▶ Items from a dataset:
________________________

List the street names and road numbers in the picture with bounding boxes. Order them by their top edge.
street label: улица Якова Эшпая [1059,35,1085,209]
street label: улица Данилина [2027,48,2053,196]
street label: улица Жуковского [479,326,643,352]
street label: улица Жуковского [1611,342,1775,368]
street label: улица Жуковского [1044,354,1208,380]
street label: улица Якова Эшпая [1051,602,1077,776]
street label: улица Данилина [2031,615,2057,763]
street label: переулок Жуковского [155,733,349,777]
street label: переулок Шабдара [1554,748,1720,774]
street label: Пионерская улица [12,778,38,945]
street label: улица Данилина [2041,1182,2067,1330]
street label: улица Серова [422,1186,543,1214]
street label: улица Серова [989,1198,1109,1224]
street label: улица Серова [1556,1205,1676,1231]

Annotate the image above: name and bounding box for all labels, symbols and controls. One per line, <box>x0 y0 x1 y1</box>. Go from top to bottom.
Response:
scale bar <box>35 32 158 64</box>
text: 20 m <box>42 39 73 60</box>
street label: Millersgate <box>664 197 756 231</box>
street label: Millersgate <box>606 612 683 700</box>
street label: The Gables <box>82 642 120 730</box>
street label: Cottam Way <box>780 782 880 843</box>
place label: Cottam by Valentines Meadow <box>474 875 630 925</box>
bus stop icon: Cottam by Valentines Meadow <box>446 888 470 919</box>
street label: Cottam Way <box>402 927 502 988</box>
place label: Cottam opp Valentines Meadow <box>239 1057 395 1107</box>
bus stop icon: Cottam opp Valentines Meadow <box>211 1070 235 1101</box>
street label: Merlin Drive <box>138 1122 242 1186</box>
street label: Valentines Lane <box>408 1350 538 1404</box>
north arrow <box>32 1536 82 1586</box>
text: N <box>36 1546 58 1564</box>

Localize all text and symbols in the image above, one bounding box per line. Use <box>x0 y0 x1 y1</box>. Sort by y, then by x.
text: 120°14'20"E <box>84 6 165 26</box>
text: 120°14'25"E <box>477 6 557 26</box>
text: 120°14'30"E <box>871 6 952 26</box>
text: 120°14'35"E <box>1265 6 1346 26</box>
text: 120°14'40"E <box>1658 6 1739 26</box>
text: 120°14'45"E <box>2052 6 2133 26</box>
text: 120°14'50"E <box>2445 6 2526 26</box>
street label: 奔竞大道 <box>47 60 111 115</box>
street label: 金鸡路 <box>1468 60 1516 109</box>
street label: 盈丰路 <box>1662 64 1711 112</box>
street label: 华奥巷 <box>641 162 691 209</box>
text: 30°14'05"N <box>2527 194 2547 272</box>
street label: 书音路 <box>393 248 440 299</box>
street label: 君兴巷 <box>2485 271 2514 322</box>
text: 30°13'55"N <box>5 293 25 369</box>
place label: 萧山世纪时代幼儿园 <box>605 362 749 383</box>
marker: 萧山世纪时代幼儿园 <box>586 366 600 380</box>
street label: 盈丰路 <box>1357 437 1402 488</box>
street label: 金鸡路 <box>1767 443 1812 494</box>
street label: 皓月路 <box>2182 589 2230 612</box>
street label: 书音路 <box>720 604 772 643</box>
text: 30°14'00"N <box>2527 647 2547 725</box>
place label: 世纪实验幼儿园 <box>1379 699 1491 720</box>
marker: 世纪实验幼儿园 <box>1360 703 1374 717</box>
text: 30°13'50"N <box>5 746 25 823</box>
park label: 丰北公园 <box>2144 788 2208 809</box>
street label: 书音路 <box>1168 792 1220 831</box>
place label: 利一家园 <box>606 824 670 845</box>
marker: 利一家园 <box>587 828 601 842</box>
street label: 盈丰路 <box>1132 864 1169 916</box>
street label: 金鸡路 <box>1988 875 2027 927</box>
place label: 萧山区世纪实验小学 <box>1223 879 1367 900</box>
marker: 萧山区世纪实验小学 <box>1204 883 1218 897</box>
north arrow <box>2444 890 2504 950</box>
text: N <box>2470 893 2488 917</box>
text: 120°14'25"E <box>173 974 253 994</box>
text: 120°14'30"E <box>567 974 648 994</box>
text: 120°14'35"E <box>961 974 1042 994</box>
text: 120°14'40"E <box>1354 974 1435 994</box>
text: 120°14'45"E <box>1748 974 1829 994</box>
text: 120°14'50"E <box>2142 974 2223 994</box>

________________________

▶ TASK TO COMPLETE: Tell how many lines of the entries above include "世纪实验幼儿园". The answer should be the number and nothing more.

▶ SOLUTION TO THIS TASK: 2